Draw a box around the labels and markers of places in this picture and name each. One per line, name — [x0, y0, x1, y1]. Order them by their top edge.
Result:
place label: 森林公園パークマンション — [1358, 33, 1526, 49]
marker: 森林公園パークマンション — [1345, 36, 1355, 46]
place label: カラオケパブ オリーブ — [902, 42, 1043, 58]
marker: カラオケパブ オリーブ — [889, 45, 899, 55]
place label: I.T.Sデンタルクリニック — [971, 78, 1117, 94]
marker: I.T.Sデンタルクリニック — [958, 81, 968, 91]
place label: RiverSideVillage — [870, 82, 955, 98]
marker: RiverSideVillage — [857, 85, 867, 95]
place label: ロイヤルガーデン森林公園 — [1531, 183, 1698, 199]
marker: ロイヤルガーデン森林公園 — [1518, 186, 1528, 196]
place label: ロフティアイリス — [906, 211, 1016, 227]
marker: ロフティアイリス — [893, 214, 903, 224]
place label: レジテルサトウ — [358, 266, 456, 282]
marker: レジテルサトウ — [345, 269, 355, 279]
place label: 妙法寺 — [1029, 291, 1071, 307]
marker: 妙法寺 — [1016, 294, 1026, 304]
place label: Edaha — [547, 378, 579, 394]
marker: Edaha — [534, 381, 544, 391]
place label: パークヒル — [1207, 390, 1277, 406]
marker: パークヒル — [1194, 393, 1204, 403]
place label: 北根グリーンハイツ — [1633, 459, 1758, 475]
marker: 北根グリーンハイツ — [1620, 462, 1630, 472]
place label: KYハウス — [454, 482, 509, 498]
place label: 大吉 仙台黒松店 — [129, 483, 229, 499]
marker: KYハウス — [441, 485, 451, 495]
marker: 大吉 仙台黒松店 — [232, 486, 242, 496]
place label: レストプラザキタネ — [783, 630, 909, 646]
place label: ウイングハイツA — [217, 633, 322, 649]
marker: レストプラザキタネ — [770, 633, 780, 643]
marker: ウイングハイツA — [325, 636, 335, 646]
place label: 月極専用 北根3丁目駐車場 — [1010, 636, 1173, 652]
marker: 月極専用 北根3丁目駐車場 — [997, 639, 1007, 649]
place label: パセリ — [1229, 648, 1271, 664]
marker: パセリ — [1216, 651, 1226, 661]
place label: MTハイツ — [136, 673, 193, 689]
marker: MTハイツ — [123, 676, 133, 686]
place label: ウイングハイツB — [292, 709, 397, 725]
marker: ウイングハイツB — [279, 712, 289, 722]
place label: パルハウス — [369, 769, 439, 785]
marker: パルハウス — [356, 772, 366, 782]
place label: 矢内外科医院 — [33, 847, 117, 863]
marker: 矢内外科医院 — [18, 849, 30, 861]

..............................

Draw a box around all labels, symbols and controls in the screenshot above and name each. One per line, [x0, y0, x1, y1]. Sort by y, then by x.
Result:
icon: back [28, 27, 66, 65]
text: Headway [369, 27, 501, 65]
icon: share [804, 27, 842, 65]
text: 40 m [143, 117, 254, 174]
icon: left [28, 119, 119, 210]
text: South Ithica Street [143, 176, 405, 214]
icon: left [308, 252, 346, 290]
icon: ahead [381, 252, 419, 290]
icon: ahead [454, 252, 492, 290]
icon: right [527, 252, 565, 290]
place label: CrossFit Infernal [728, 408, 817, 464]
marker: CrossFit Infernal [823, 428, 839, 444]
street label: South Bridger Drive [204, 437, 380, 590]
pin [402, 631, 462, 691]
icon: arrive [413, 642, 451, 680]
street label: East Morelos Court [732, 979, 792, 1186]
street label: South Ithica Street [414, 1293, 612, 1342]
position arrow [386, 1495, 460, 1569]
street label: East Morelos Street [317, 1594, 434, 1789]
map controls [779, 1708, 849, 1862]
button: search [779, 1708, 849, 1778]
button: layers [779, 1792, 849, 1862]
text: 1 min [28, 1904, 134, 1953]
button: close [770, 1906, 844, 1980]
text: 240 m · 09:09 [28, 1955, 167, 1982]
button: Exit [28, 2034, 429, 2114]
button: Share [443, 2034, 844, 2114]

..............................

For the word "Sデンタルクリニック", how many lines in the records above contain it? Answer with the number and nothing else.

2